Biden calls for tougher penalties for execs of failed banks
President Joe Biden on Friday called on Congress to allow regulators to impose tougher penalties on the executives of failed banks, including clawing back compensation and making it easier to bar them from working in the industry.
Biden wants the Federal Deposit Insurance Corporation to be able to force the return of compensation paid to executives at a broader range of banks should they fail, and to lower the threshold for the regulator to impose fines and bar executives from working at another bank.
He called on Congress to grant the FDIC those powers after sent shockwaves through the global banking industry.
맥스카지노Strengthening accountability is an important deterrent to prevent mismanagement in the future,맥스카지노 Biden said in a statement. 맥스카지노Congress must act to impose tougher penalties for senior bank executives whose mismanagement contributed to their institutions failing.맥스카지노
Currently the FDIC can only take back the compensation of executives at the largest banks in the nation, and other penalties on executives require 맥스카지노recklessness맥스카지노 or acting with 맥스카지노willful or continuing disregard" for their bank's health. Biden wants Congress to allow the regulator to impose penalties for 맥스카지노negligent맥스카지노 executives 맥스카지노 a lower legal threshold.
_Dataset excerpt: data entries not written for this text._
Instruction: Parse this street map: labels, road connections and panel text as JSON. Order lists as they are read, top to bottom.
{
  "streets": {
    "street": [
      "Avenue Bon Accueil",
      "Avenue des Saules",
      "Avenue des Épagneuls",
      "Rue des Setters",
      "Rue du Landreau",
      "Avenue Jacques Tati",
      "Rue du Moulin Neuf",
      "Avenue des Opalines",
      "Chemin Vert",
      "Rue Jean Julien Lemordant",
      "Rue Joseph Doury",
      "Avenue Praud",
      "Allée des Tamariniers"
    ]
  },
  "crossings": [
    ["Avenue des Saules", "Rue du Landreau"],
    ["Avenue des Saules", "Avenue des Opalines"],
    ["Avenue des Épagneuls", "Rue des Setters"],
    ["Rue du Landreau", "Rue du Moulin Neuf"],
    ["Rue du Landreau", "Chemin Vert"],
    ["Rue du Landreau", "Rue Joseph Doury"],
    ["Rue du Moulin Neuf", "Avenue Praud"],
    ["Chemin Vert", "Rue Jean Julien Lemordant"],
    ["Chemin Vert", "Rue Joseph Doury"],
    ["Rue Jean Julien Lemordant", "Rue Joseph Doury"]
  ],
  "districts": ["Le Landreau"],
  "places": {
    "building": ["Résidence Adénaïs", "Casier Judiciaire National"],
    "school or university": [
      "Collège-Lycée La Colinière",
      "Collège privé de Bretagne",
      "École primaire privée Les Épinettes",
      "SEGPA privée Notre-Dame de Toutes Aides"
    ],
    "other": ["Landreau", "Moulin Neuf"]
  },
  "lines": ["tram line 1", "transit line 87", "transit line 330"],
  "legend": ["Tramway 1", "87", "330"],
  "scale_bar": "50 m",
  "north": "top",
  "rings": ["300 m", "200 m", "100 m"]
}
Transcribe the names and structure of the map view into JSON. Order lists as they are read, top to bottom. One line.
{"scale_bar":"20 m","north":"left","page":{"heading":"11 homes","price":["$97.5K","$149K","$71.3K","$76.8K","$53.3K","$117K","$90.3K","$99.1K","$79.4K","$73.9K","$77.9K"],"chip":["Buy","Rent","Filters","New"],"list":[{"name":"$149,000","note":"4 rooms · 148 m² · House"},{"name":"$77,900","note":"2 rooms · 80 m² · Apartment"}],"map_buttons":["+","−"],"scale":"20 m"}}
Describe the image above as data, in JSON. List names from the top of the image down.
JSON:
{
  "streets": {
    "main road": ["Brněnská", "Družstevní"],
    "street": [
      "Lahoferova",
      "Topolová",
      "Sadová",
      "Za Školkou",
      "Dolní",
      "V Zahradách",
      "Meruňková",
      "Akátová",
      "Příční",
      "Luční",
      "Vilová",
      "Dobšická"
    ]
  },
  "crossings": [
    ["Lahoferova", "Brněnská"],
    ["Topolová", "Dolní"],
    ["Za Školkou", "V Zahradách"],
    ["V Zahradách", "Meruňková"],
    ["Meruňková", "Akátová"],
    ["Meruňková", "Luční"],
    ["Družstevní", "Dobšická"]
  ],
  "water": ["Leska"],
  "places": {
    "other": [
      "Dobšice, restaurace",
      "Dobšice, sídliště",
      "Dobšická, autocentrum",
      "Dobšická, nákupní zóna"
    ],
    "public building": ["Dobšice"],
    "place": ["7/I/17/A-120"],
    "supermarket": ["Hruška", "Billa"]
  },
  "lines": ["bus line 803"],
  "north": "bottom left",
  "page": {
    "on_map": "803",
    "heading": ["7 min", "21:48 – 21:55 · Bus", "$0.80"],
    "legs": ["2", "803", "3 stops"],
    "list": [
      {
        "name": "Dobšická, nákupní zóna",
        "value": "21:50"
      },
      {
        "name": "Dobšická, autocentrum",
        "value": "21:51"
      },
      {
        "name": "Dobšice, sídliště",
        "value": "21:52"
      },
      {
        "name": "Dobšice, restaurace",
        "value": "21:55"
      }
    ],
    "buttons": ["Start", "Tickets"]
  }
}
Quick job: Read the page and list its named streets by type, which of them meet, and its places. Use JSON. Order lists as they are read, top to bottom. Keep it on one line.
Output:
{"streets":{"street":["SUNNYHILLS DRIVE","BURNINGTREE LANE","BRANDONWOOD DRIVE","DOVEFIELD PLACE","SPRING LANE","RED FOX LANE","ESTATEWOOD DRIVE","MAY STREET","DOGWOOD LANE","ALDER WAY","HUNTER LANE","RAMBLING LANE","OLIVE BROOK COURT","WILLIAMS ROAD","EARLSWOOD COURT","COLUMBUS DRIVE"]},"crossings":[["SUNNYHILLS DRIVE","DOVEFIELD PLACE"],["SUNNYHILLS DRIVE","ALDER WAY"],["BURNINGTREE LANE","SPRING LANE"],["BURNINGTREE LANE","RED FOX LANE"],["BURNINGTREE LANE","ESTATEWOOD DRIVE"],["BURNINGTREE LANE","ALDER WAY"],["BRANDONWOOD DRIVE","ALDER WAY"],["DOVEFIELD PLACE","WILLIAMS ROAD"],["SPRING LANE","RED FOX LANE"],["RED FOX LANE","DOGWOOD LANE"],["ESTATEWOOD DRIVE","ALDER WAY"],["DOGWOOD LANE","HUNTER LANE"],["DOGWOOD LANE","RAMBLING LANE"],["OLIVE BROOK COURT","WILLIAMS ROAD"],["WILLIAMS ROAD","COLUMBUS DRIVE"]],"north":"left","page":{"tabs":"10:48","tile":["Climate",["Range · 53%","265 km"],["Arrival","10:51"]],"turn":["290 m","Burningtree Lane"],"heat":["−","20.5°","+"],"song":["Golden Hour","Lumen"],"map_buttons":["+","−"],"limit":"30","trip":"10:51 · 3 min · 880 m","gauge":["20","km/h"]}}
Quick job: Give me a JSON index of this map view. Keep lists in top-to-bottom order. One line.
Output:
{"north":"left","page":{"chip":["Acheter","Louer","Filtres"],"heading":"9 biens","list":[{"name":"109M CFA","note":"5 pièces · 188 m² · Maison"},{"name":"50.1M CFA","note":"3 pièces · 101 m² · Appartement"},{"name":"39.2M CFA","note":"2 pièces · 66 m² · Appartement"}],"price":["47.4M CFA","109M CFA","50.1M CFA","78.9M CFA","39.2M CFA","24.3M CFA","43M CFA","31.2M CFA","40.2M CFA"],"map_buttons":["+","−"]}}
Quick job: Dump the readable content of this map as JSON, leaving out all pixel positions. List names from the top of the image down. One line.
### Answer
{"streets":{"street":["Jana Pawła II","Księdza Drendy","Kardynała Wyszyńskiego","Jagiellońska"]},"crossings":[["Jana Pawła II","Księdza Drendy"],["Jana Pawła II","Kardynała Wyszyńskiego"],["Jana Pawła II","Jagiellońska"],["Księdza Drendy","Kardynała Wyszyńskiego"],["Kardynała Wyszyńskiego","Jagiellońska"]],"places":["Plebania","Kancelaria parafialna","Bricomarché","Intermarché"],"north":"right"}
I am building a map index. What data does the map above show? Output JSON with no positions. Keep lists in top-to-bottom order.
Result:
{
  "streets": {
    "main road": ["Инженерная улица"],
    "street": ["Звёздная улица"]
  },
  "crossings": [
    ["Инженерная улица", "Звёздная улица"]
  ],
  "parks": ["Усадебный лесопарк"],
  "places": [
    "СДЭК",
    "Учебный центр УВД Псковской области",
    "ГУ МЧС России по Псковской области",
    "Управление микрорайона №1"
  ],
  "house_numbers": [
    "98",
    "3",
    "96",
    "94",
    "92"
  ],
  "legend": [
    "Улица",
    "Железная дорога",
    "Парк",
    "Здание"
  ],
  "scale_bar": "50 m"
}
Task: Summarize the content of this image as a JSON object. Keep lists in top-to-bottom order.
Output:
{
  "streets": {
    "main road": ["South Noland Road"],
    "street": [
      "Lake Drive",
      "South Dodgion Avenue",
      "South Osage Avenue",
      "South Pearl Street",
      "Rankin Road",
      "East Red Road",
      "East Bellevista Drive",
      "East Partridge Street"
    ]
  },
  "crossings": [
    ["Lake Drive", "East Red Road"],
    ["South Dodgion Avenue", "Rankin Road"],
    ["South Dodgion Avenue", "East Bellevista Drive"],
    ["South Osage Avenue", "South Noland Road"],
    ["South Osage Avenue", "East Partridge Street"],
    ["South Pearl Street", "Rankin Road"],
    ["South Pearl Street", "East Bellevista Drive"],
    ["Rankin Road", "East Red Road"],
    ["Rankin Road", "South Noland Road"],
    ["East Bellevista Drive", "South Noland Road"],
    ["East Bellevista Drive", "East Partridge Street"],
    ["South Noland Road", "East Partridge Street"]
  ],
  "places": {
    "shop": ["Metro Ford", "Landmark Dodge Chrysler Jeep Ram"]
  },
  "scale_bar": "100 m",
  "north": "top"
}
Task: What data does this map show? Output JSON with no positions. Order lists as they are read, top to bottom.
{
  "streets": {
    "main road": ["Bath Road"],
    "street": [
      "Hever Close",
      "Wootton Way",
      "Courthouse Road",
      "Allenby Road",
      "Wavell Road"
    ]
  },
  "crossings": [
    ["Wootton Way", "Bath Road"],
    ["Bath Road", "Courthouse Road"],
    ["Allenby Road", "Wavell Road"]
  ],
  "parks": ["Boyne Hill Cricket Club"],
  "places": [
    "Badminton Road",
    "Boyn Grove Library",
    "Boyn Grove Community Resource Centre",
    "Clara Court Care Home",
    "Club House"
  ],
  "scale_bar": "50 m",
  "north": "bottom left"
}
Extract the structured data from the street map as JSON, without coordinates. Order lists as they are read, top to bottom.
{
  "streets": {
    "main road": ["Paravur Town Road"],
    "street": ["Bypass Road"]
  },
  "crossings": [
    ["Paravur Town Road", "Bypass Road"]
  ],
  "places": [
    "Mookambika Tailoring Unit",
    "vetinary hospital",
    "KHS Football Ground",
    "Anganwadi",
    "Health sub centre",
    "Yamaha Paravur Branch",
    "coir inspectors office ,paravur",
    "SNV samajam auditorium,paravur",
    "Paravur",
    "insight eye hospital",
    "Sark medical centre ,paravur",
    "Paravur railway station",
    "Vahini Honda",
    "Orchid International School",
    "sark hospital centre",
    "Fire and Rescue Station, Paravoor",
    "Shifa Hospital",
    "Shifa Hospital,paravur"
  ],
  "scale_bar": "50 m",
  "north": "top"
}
The White House highlighted reports that Silicon Valley Bank CEO Gregory Becker sold $3 million worth of shares in the bank in the days before its collapse, saying Biden wants the FDIC to have the authority to go after that compensation.
The shuttering of Silicon Valley Bank last Friday and of New York맥스카지노s Signature Bank two days later has revived bad memories of the financial crisis that plunged the United States into the Great Recession about 15 years ago.
Over the weekend the federal government, determined to restore public confidence in the banking system, moved to protect all the banks맥스카지노 deposits, even those that exceeded the FDIC맥스카지노s $250,000 limit per individual account.